_Extracted material:_
..............................
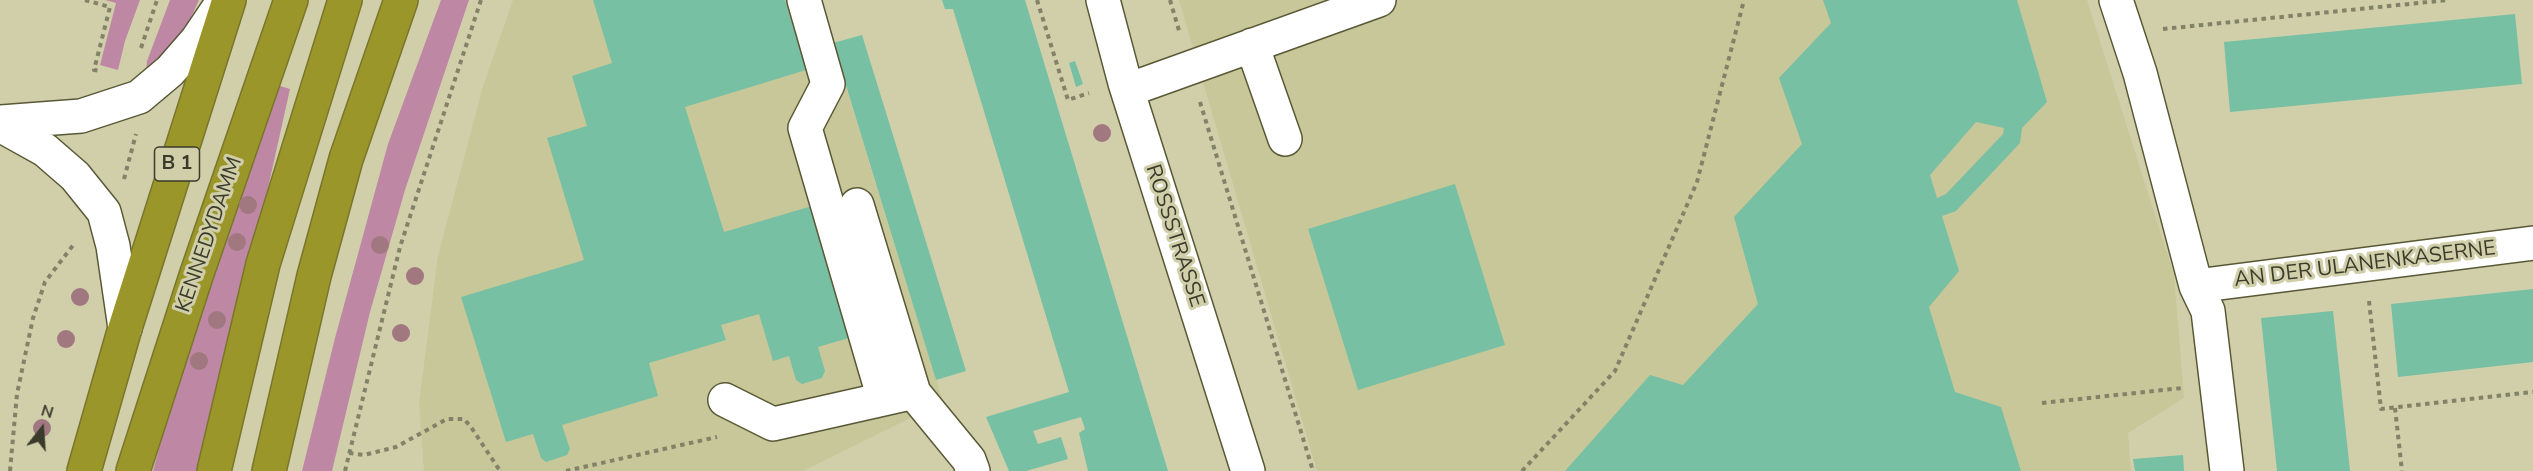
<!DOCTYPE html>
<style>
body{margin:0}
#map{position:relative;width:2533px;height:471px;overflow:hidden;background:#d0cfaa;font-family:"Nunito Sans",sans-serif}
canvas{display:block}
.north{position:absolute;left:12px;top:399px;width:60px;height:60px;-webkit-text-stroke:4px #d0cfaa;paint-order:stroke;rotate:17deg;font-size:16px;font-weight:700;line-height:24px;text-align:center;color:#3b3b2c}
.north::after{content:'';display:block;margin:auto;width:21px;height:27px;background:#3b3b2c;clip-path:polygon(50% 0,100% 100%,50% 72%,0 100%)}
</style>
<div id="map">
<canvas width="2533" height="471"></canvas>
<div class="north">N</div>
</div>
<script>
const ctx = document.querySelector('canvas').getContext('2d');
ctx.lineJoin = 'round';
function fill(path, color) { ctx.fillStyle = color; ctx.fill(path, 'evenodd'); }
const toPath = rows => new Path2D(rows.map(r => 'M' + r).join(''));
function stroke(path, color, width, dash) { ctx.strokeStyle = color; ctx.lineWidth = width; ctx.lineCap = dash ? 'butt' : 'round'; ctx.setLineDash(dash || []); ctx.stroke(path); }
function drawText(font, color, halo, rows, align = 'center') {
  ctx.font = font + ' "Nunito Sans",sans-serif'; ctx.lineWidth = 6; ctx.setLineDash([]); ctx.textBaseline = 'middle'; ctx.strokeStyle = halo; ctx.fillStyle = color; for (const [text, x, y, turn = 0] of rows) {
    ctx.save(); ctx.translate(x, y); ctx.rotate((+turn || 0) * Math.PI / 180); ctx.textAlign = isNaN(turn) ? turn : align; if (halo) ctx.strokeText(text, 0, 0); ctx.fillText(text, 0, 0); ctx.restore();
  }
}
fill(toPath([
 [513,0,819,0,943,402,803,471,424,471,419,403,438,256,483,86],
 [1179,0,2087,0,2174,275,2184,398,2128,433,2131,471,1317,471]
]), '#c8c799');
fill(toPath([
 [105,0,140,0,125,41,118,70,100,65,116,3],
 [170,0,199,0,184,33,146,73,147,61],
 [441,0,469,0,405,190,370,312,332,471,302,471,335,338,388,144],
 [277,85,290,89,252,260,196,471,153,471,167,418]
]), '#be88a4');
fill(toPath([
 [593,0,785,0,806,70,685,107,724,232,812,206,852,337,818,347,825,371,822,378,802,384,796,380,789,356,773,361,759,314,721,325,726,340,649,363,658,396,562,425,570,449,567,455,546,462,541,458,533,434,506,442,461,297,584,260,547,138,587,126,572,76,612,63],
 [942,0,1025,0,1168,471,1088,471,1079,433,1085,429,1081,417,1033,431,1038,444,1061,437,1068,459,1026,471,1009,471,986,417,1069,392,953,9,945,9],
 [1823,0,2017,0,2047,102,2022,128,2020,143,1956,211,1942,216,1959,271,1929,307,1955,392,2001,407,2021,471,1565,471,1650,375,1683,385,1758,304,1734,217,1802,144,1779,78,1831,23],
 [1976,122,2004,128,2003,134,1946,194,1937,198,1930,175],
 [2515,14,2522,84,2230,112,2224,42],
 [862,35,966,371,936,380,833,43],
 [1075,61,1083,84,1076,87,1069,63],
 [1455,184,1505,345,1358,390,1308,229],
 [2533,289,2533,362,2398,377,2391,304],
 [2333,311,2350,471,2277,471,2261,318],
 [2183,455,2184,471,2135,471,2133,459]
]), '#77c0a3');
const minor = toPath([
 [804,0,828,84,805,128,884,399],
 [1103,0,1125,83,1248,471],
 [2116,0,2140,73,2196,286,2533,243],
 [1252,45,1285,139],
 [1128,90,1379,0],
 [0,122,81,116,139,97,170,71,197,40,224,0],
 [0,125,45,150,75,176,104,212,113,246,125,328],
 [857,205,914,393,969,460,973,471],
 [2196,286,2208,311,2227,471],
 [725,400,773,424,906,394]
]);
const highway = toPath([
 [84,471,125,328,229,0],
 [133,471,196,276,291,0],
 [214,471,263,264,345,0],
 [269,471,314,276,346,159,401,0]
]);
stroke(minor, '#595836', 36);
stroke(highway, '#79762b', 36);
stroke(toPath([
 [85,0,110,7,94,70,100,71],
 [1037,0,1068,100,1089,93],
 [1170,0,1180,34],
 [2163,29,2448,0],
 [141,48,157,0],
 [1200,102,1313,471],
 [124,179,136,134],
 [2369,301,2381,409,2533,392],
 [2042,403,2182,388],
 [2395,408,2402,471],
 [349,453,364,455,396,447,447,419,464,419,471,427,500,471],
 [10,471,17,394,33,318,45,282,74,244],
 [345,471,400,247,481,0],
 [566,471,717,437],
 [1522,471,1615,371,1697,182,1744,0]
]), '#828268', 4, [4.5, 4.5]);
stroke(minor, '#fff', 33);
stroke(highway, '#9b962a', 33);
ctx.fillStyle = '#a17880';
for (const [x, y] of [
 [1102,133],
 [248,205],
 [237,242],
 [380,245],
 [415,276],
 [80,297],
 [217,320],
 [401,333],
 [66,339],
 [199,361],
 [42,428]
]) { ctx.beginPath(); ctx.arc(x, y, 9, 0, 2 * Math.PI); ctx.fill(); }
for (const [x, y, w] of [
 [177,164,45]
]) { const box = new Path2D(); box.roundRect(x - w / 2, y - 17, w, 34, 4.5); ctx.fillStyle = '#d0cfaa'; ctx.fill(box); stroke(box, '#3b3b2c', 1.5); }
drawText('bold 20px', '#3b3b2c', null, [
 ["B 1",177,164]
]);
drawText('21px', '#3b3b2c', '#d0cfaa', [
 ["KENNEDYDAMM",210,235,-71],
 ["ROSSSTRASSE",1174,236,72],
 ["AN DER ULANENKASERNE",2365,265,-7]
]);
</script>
..............................
_Exercise goal:_ Go through the preceding material and copy each line that has the word "strokeStyle".

_Solution:_
function stroke(path, color, width, dash) { ctx.strokeStyle = color; ctx.lineWidth = width; ctx.lineCap = dash ? 'butt' : 'round'; ctx.setLineDash(dash || []); ctx.stroke(path); }
  ctx.font = font + ' "Nunito Sans",sans-serif'; ctx.lineWidth = 6; ctx.setLineDash([]); ctx.textBaseline = 'middle'; ctx.strokeStyle = halo; ctx.fillStyle = color; for (const [text, x, y, turn = 0] of rows) {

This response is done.